"È ora di riportare la produzione cinematografica in America!", ha affermato il presidente degli Stati Uniti su Truth aggiungendo che altri Paesi stanno offrendo ogni sorta di incentivi per attirare i registi e studi cinematografici lontano dagli Stati Uniti
Il presidente degli Stati Uniti, Donald Trump, ha annunciato una nuova mossa protezionista, stavolta rivolta all’industria cinematografica internazionale. In un post pubblicato su Truth Social, ha dichiarato di aver dato mandato al Dipartimento del Commercio e al Rappresentante per il Commercio di avviare l’iter per imporre una tariffa del 100% su tutti i film realizzati fuori dai confini nazionali. "Vogliamo film realizzati in America, di nuovo!", ha scritto, accusando registi e studi statunitensi di aver abbandonato Hollywood per cercare agevolazioni economiche all’estero.

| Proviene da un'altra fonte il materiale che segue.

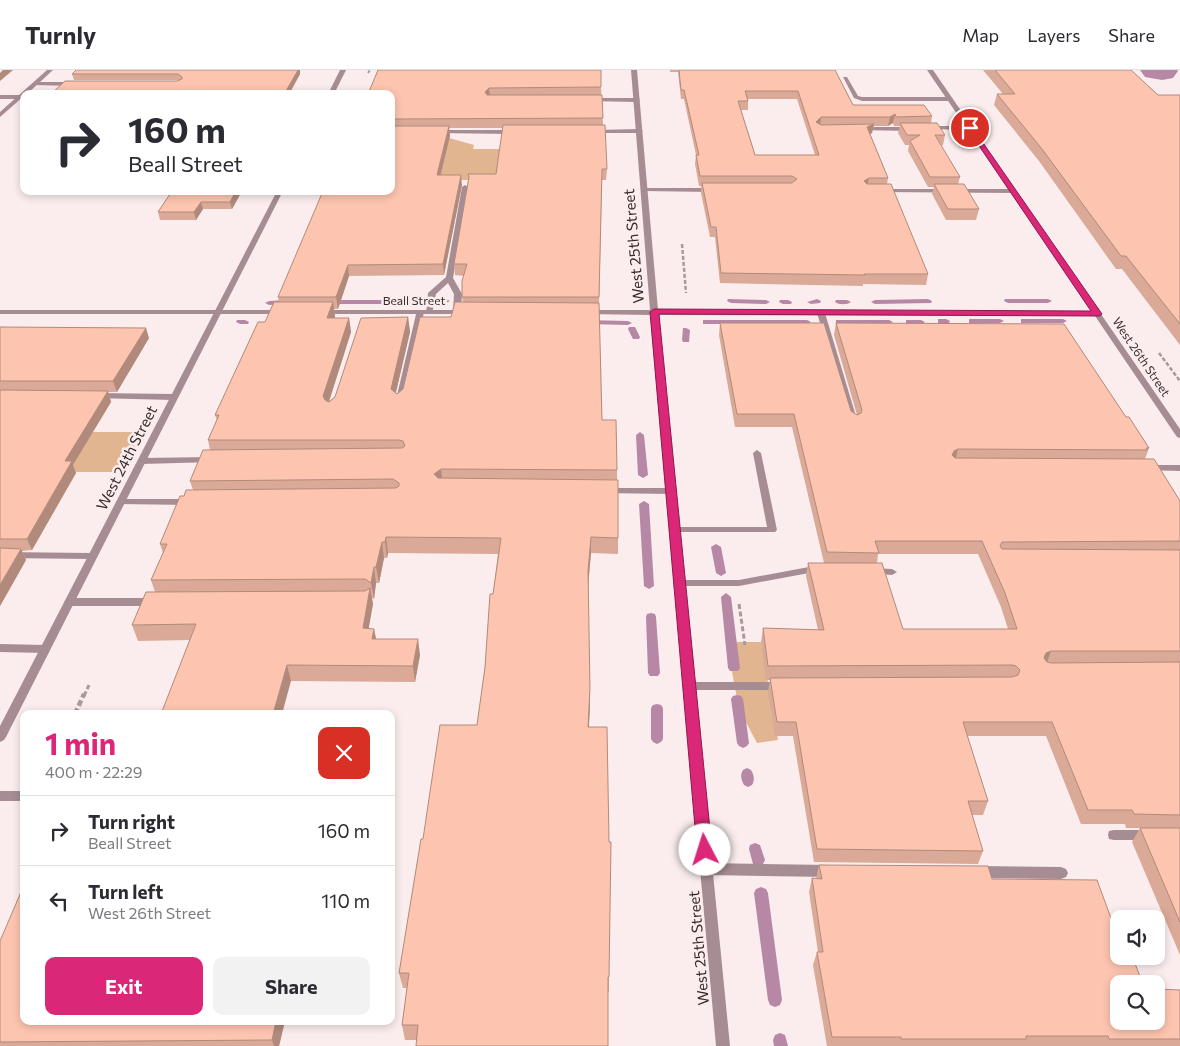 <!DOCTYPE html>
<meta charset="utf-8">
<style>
body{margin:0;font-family:Commissioner,sans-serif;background:#f2f2f3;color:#2b2b33;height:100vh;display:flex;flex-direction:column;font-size:19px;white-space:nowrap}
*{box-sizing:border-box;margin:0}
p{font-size:16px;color:#7c7c81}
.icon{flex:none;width:28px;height:28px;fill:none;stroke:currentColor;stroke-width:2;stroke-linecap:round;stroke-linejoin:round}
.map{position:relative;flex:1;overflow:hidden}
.drawer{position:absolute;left:20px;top:640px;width:375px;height:315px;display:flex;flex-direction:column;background:#fff;border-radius:10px;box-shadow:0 2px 8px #0003}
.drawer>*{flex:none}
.banner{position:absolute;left:20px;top:20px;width:375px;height:105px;border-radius:10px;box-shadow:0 2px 8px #0003;background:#fff;color:#2b2b33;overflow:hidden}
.buttons{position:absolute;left:1110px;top:840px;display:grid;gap:10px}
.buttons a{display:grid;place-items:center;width:55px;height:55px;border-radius:10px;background:#fff;box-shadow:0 2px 8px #0003;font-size:25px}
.pin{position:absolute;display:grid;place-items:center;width:42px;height:42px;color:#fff;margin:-21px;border:2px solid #fff;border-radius:50%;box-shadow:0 1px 5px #0007}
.me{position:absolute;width:55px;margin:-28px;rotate:355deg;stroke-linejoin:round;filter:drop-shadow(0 0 4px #0008)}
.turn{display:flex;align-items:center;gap:18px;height:105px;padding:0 25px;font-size:22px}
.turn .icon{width:65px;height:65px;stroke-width:2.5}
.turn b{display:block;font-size:35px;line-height:42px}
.round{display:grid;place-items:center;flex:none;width:52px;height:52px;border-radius:10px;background:#f2f2f3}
.headline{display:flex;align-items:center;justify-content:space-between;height:85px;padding:0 25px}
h1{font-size:30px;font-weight:700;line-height:38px;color:#db2777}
.cta{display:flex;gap:10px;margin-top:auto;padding:10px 25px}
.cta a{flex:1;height:58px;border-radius:10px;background:#db2777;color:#fff;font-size:20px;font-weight:700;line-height:58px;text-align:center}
.cta a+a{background:#f2f2f3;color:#2b2b33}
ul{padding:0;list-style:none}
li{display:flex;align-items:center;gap:15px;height:70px;padding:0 25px;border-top:1px solid #e1e1e2}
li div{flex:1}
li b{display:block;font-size:19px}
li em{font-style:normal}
header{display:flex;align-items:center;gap:30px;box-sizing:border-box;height:70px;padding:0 25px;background:#fff;border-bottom:1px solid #e1e1e2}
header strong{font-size:24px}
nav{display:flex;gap:28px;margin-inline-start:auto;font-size:18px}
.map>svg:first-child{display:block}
.forest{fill:#e0b590}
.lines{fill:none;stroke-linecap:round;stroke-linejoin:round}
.stream{fill:#b788a6;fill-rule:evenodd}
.river{fill:#b788a6;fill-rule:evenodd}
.path-far3{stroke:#a79a99;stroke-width:2;stroke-dasharray:3 1;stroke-linecap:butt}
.path-far2{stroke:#a79a99;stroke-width:2.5;stroke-dasharray:4 2;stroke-linecap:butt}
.path-far1{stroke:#a79a99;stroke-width:3;stroke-dasharray:5 2.5;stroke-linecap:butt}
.path{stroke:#a79a99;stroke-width:4.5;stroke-dasharray:6 3;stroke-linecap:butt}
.service{fill:#a68d94;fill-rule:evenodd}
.minor{fill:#a68d94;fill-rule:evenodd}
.tertiary{fill:#a68d94;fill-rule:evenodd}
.wall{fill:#daa997;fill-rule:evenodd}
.shaded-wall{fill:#b18a7b}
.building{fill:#fdc5b0;stroke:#b18a7b;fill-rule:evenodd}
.route{fill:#db2777;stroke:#8e194d}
.labels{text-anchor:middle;stroke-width:5;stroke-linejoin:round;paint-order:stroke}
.far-street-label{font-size:12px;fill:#382c2b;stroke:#fbeded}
.street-label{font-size:15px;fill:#382c2b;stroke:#fbeded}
</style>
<header>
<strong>Turnly</strong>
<nav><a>Map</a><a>Layers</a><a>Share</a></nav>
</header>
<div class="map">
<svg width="1180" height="976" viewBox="0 0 1180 976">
<rect width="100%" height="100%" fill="#fbeded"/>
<path class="forest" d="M449,68L474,75L473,79H502L497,110H439Z
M0,362H143L122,402H0Z
M737,572H761L778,670L757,673L739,639L730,591Z"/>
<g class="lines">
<path class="stream" d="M438,228L446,229L450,231L446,233L437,230Z
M410,229H421L425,231C421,234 413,234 409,231Z
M728,229L766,230L770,232L766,234L731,233L727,231Z
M817,229L821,231L820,233L811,234L807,232Z
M928,229L932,231L931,233L875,234L871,232L875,230Z
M1005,229H1048L1052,231L1048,233H1008L1004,231Z
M287,230L291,232L290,234L269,235L265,233L269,231Z
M324,230H391L395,232L391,234H324Z
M780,230H788L792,232L791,234H783L779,232Z
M836,230H847L851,232C847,235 839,235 835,232Z
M938,249H946L950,251L949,253H938Z
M969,249H1000L1004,251L1000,253H969Z
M1021,249H1063L1067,251L1063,253H1021Z
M237,250H245L249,252L248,254H240L236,252Z
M584,250L628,251L632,253L628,255L587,254L583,252Z
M703,250H807L811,252L807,254H703Z
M836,250H889L893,252L889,254H836Z
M906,250H921L925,252C921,256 912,255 906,254Z
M629,257H635L640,267L639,269H633L628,259Z
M683,258H686L690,260L689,272H683L682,270Z
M640,362L644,365L648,405L643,408L638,405L636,365Z
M644,431L649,434L654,516L649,519L644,516L639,434Z
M716,474L721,477L726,503L721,506L716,503L711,477Z
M726,523L731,527L740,598L738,601H730L728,598L721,527Z
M651,543L655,544L656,547L660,603L658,606H650L648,603L646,547L647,544Z
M737,625L741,626L743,629L749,673L747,676L743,678L739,676L737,673L731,629L733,626Z
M657,634L661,635L663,638V669L661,672L657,674L653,672L651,669V638L653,635Z
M747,698L751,700C754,705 755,710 752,715L748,717L744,715C741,710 740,705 743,700Z
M755,773L760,775L765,790L763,794L758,796L753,794L749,779L750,775Z
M761,817L766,819L768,823L782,930L780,935L775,937L770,935L768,930L754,823L756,819Z
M780,963L785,965L788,976H774L773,970L775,965Z"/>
<path class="river" d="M1140,0H1177L1178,1L1173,8L1162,10L1145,7Z"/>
<path class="path-far3" d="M368,3L370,0"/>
<path class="path-far2" d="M682,174L686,223
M1159,283L1180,311"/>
<path class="path-far1" d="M739,534L745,575
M84,626L89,615"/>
<path class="path" d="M75,644L84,624"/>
<path class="service" d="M843,7H847L858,26L862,27H950L953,29L950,31H862L854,28Z
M35,12H74L77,14L74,16L33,15Z
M0,25H21L24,27L21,29H0Z
M588,28H637L640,30L637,32L586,31L585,30Z
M928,56H970L973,58L970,60L926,59L925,58Z
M861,57H911L914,59L911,61L859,60V58Z
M438,60H516L519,62L516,64L436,63L435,62Z
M593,60L640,59L643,61L640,63H591L590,62Z
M465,115L468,117L453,208L462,224L461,242L457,244L453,242L454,224L448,213L436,224L432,244H426L428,223L446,207L462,117Z
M644,118H713L716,120L713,122L642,121L641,120Z
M881,119H1013L1016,121L1013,123L879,122V120Z
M417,240H420L424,242L403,334L399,337L395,334Z
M818,241H821L825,243L858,353L857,355L854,356L850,353L817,243Z
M96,323L173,324L177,327L173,330L93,328V324Z
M757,380L761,383L777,460L775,462H671L669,460L671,458L674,457H767L753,383Z
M211,387L214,388L216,390L214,392L142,394L137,391L142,388Z
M1146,395H1180V401L1143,400L1141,398Z
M604,418H671L676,421L671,424L601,423L599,421L601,419Z
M121,429H190L195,432L190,435L118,434L116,432L118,430Z
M0,482L92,483L97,486L92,489L0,488Z
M809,497H820L825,500L820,503H809L739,516H679L674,513L679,510H739Z
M872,498L892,499L897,502L892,505L868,503L867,501L868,499Z
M69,528H155L160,532L155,536H69L64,532Z
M0,574L45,575L49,576L50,579L49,582L45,583L0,582Z
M689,612H781L785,613L787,616L785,619L781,620H689L685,619L683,616L685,613Z
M0,721H24V731H0Z
M1114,760H1149L1154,761L1155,765L1154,769L1149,770H1114L1109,769L1108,765L1109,761Z
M707,793L830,795L835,797L837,801L835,805L830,807L707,805L702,803L700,799L702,795Z
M977,796L1061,797L1066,799L1068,803L1066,807L1061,809L977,808L972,806L970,802L972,798Z"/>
<path class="minor" d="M47,0H53L27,24H24V26L0,47V42Z
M631,0H637L658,240L1092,242L927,0H933L1180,359V368L1177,367L1095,246L658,245L730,976H716L650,245L586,244L582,242L586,240H650Z
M0,240H281L285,242L281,244H0Z
M318,240H466L470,242L466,244H321L317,242Z"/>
<path class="tertiary" d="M340,0H346L334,24H328Z
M277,121H283L6,667L4,670L0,672V656Z"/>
</g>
<path class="wall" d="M670,0H835L853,35L932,46L931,53L945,65L943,75H940L960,107L958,114L979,139L976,150H946L932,124L934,117H928L908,81L909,75H905L898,63L900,56H894L893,53L888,56H874L872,63L870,64L888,108L887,114L928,204L926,215L863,214V216L720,213L715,167H710L701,123V116H699L695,94L696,85L684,29H681L678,2H670ZM748,29H797L815,85H755L741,40H748Z
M983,0H1131L1158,25H1180V275L1122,199H1116L1039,91L994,35L997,24H1003Z
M72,4H300L291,21H295V24H51L177,11L179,10H74Z
M601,17L603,55L607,99L606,110H602L599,238L602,350L617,400L618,468V484L591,483L588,514L590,634L589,657L609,907V922L416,970H405L402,955L407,918H403L399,903L423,769L477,655L485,597L493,524L498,484L388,483L387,488H384L379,513H376L374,529L372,528L373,534L368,558L374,559L376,569L420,585L415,612L291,611L190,570L138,571L132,555L155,522L151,510L163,483L160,474L184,426L193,420L190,411L210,380L208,370L217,350L215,345L265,252L279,232L278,227L391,121V24L370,19ZM449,58H503L496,104H468V112L454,194L455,205L464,206L462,227L463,232L451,247L403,319L397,324L396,323L410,262L408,247L335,327L329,331L351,262L349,248H335L334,239H338L349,206L444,205L462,115L441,105L450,66Z
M147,121H242L232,139H203L196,150H160L158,142L172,121Z
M720,253L857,345L834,265L836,253L1126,347L1149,378L1145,389L1180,431V885L1132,772L1140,758H1126L1125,754H1081L1046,666H967L988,731L983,745H972L983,781L978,794L814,792L793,666H775L768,622L770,610H766L761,572L763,558L818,560L806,506L808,493H824L792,357H735L719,265ZM878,484H978L1001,537L1008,559H903L877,493Z
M0,257L149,268L117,322H108L111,332L73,395L76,403L32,480L22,481L26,490L0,536Z
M819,795L992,809L1119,951L1180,920V976H827L813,895L817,882H818L809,822L812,808L816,809Z
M0,871L24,951H285L279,976H0Z"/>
<path class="shaded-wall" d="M3,0H13L0,11V3Z
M298,0H300V4L289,24L286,21Z
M489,18L490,27L485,22Z
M895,44L893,53L888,56L890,47Z
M821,47L820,56L816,52Z
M874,54L872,63L866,66L867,57Z
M449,56L450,66L438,115L437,105Z
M461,105L462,115L444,205L443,194Z
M869,108L867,117L864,111Z
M236,121H242L232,139L230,132Z
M201,132L203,139L196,150L194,142Z
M348,195L349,206L338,239L336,227Z
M333,232L335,246L330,262L327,248Z
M408,247L410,262L393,334L391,319Z
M349,248L351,262L326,341L323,326Z
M146,258L149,268L117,322L113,311Z
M108,321L111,332L73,395L76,403L32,480L27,469L65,391Z
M958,379L955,392L952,385L954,381Z
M441,399L443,415L434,404Z
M386,467L388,483L387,488L385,472Z
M591,467V483L588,517V501Z
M382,472L384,488L379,513L376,497Z
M21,479L26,490L0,536V515Z
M374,497L376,513L374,529L371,513Z
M370,518L373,534L366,574L363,558Z
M374,559L377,574L372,569Z
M418,569L420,585L415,612L413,596Z
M1051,581L1046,595L1040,597L1046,583Z
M287,595L291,611L282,644H273Z
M590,618V634L588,673V657Z
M276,951H285L279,976H274L272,970Z"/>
<path class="building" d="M76,0H298L286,21H295L293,24H51L65,11H177L182,9V7L178,4H72Z
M378,0H601V17L489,18L485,22L487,25H602L603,48L391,49V24H368Z
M679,0H835L853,35H924L932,46L896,47L895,44L890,47H821L816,52L821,55L874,54L867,57L888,108H869L864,111L867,114H891L928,204H864L865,205L721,203L716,157H711L702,113H792L797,109L792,106H700L696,85H699L684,20H681ZM745,21H798L819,85H755L738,31H748Z
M995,0H1131L1158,25H1180V254L1126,186H1121L1042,79L997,24H1015Z
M900,53H937L945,65H935L960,107H930L910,71L920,65H907Z
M503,55H605L607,99H602L599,227H462V211L467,194H454L469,107L468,104H496Z
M391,56H449L437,105H461L443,194L348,195L336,227H278L323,121H391Z
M934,114H964L979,139H948Z
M172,121H236L230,132H201L194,142H158Z
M274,232H333L327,248H349L323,326L325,330L329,332L335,327L361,248L408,247L391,319L397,324L403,319L420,247H451L455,232L599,233L602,350H616L617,400L441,399L434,404L438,408L618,410V468L591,467L588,501L590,618L588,657H607L609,772H611L609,907H608V976H416L418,955H402L409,903H399L421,769H423L440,655H477L485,597L490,524H493L501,468L386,467L385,472H382L376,497H374L371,513L365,509L151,510L167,474H160L180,426H184L186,420L396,418L399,416V413L393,409L190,411L203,380L402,378L405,376L403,371L399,370H208L219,345H215L258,252H265Z
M720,253H824L851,341L857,345L861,343L862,340L836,253L1064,254L1126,347H1129L1149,378H1146L1147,380L958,379L954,381L952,385L955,388L1154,389L1180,431V471L1002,472L1000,476L1002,479L1180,480V581H1051L1046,583L1044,588L1047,592L1051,593L1180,592V745L1134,744L1132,740H1088L1052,652H963L988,731H968L983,781L817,779L796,652H777L770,608L1012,607L1018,605L1020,600L1016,596L1012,595L768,596L763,558L824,560L808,493H882L903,559H1017L1005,523L982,471H875L879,483L827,482L794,344H737Z
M0,257L146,258L113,311H0Z
M0,320L108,321L65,391H72L27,469H0Z
M0,478L21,479L0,515Z
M370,518L363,558L374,559L372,569H418L413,596L287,595L273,644H161L196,554L132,555L146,522L365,521Z
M1140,758H1180V852Z
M819,795L988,796L992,809L1097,810L1119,870V886H1132L1143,914H1119V951H1156V919L1180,920V969H1109L1108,966H1026V969H901V967H832L817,882H823L812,808L822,809Z
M24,815V951H276L272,970L0,972V871Z"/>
<path class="route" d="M967,57H972L1102,244L1100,246L659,244L712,780L710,785L705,787L700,785L697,780L650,242L654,239L1091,241L967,58Z"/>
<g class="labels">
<g class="far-street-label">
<text x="414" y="235">Beall Street</text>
<text transform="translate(1141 287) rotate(56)" y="4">West 26th Street</text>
</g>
<g class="street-label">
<text transform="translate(634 176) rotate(-95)" y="5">West 25th Street</text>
<text transform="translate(127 388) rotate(-63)" y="5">West 24th Street</text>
<text transform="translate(699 878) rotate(-95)" y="5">West 25th Street</text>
</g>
</g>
</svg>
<div class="buttons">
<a><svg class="icon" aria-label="sound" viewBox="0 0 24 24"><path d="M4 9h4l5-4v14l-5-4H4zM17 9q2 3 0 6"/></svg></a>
<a><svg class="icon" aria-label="search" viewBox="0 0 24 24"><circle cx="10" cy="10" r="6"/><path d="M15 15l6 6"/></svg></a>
</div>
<div class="pin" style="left:970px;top:58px;background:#d93025"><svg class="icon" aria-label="arrive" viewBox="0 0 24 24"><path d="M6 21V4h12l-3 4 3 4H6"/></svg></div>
<svg class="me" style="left:705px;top:780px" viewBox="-20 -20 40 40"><circle r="19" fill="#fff"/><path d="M0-13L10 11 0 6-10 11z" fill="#db2777"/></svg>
<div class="banner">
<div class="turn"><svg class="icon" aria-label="right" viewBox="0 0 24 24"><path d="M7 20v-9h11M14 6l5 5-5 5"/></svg><div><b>160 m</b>Beall Street</div></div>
</div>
<section class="drawer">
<div class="headline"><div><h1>1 min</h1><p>400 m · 22:29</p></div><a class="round" style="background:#d93025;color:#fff"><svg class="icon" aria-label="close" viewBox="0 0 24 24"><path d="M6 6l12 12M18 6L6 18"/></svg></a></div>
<ul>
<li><svg class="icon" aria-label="right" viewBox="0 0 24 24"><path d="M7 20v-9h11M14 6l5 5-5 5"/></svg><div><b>Turn right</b><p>Beall Street</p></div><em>160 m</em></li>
<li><svg class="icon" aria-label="left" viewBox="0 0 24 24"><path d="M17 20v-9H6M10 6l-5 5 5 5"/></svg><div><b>Turn left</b><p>West 26th Street</p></div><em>110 m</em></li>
</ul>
<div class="cta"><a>Exit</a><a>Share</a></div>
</section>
</div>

"Una minaccia alla sicurezza nazionale"
Trump ha dipinto un quadro cupo dello stato attuale dell’industria cinematografica americana, sostenendo che Hollywood sta rapidamente perdendo terreno a causa della concorrenza internazionale e degli incentivi fiscali offerti da altri Paesi. A suo avviso, l’esodo delle produzioni oltre oceano rappresenterebbe addirittura un rischio per la sicurezza nazionale. Tuttavia, non ha fornito dettagli concreti su come verrebbero applicati i dazi né su quali produzioni verrebbero colpite. Molti film, anche quelli ad alto budget come Mission: Impossible – The Final Reckoning, sono oggi frutto di collaborazioni globali e girati in più continenti. Il post presidenziale, infine, non fa menzione alcuna delle serie televisive.